How job limits work
The JOBS parameter limits the maximum number of running or suspended jobs available to resource consumers. Limits are enforced depending on the number of jobs in RUN, SSUSP, and USUSP state.
Stop and resume jobs
Jobs stopped with bstop, go into USUSP status. LSF includes USUSP jobs in the count of running jobs, so the usage of JOBS limit will not change when you suspend a job.
Resuming a stopped job (bresume) changes job status to SSUSP. The job can enter RUN state, if the JOBS limit has not been exceeded. Lowering the JOBS limit before resuming the job can exceed the JOBS limit, and prevent SSUSP jobs from entering RUN state.
For example, JOBS=5, and 5 jobs are running in the cluster (JOBS has reached 5/5). Normally. the stopped job (in USUSP state) can later be resumed and begin running, returning to RUN state. If you reconfigure the JOBS limit to 4 before resuming the job, the JOBS usage becomes 5/4, and the job cannot run because the JOBS limit has been exceeded.
Preemption
The JOBS limit does not block preemption based on job slots. For example, if JOBS=2, and a host is already running 2 jobs in a preemptable queue, a new preemptive job can preempt a job on that host as long as the preemptive slots can be satisfied even though the JOBS limit has been reached.
Reservation and backfill
Reservation and backfill are still made at the job slot level, but despite a slot reservation being satisfied, the job may ultimately not run because the JOBS limit has been reached.
Other jobs
- brun forces a pending job to run immediately on specified hosts. A job forced to run with brun is counted as a running job, which may violate JOBS limits. After the forced job starts, the JOBS limits may be exceeded.
- Re-queued jobs (brequeue) are assigned PEND status or PSUSP. Usage of JOBS limit is decreased by the number of re-queued jobs.
- Checkpointed jobs restarted with brestart start a new job based on the checkpoint of an existing job.

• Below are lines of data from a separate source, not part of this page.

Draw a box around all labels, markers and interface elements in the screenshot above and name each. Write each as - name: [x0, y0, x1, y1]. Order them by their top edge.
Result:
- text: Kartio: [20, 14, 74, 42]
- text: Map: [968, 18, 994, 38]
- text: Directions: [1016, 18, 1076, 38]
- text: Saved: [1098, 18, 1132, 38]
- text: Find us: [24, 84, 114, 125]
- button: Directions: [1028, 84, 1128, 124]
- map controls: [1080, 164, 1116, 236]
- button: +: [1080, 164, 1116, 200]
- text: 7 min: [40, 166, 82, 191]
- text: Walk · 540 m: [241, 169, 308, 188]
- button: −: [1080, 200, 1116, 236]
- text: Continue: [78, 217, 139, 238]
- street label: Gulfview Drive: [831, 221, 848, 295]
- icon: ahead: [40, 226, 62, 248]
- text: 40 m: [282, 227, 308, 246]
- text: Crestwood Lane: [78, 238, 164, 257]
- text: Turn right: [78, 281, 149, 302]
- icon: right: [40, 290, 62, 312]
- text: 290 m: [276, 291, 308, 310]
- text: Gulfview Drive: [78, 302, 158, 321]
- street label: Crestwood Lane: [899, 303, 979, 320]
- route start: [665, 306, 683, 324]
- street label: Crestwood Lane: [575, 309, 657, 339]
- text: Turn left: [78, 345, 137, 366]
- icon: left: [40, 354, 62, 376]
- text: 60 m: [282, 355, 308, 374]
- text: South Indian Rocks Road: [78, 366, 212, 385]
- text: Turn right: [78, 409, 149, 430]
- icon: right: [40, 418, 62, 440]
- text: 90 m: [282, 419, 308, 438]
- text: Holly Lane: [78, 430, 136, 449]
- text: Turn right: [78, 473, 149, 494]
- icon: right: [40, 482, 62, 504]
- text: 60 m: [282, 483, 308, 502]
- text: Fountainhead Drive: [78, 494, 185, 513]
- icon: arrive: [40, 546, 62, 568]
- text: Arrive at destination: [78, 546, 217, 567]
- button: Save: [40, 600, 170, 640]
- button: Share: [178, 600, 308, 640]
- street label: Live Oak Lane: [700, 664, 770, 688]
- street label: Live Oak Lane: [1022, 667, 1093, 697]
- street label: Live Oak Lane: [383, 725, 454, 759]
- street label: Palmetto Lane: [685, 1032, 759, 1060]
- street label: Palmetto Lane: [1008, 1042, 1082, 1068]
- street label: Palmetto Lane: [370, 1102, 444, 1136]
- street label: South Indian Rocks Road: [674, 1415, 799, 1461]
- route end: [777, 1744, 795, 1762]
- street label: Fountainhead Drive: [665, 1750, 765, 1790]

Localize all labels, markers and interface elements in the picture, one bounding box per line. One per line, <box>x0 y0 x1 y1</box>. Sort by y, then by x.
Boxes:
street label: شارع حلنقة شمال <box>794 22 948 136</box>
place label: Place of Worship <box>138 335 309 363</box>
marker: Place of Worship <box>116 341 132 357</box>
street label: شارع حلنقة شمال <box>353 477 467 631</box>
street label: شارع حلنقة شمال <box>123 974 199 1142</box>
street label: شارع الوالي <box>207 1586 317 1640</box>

Whether the new job can run depends on the limit policy (including the JOBS limit) that applies to the job. For example, if you checkpoint a job running on a host that has reached its JOBS limit, then restart it, the restarted job cannot run because the JOBS limit has been reached.
- For job arrays, you can define a maximum number of jobs that can run in the array at any given time. The JOBS limit, like other resource allocation limits, works in combination with the array limits. For example, if JOBS=3 and the array limit is 4, at most 3 job elements can run in the array.
- For chunk jobs, only the running job among the jobs that are dispatched together in a chunk is counted against the JOBS limit. Jobs in WAIT state do not affect the JOBS limit usage.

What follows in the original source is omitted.